Scientists Report Rapid Telomere Shortening in Infants

National Cancer Institute
Thursday, 29 April 1999

In the May issue of the journal Blood*, scientists report seeing rapid shortening of telomeres in young, healthy children. This month's finding builds on a growing body of work on telomeres, highly repetitive sequences of noncoding DNA that form the tip at each end of a chromosome. Telomeres are thought to protect chromosomes, like the plastic caps on the ends of shoe laces, keeping them from fraying and improperly recombining with other chromosomes during cell division.

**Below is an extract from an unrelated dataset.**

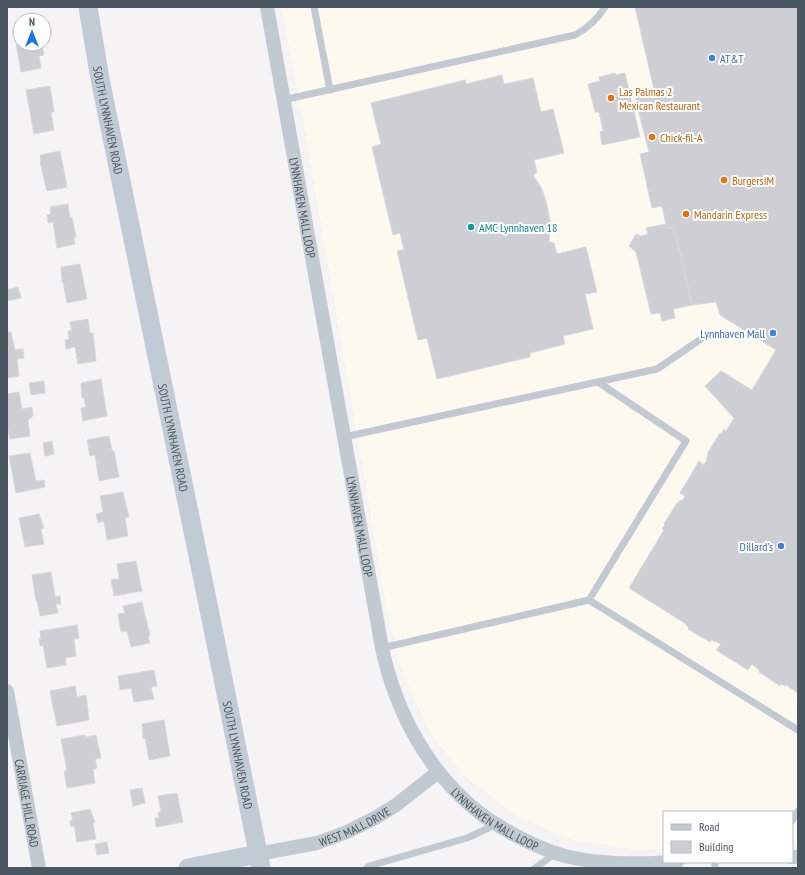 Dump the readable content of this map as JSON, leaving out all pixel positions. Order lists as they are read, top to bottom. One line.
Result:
{"streets":{"street":["SOUTH LYNNHAVEN ROAD","LYNNHAVEN MALL LOOP","CARRIAGE HILL ROAD","WEST MALL DRIVE"]},"crossings":[["SOUTH LYNNHAVEN ROAD","WEST MALL DRIVE"],["LYNNHAVEN MALL LOOP","WEST MALL DRIVE"]],"places":["AT&T","Las Palmas 2 Mexican Restaurant","Chick-fil-A","BurgersIM","Mandarin Express","AMC Lynnhaven 18","Lynnhaven Mall","Dillard's"],"legend":["Road","Building"],"north":"top"}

Researchers first noticed over 25 years ago that telomeres shrink slightly in length after each cell division. Further studies led scientists to propose in 1990 that telomere shortening might be the molecular equivalent of aging within a cell. After completing several rounds of cell division, the telomeres become so short that they no longer are functional, signaling the cell to stop dividing and die of old age.

In recent years, several studies have generated strong evidence in adults to support this theory. However, few studies have looked at the rate of telomere shortening in young children, nor have any looked at the process in small children over several years, making this month's report important in helping to establish a baseline of information on the subject.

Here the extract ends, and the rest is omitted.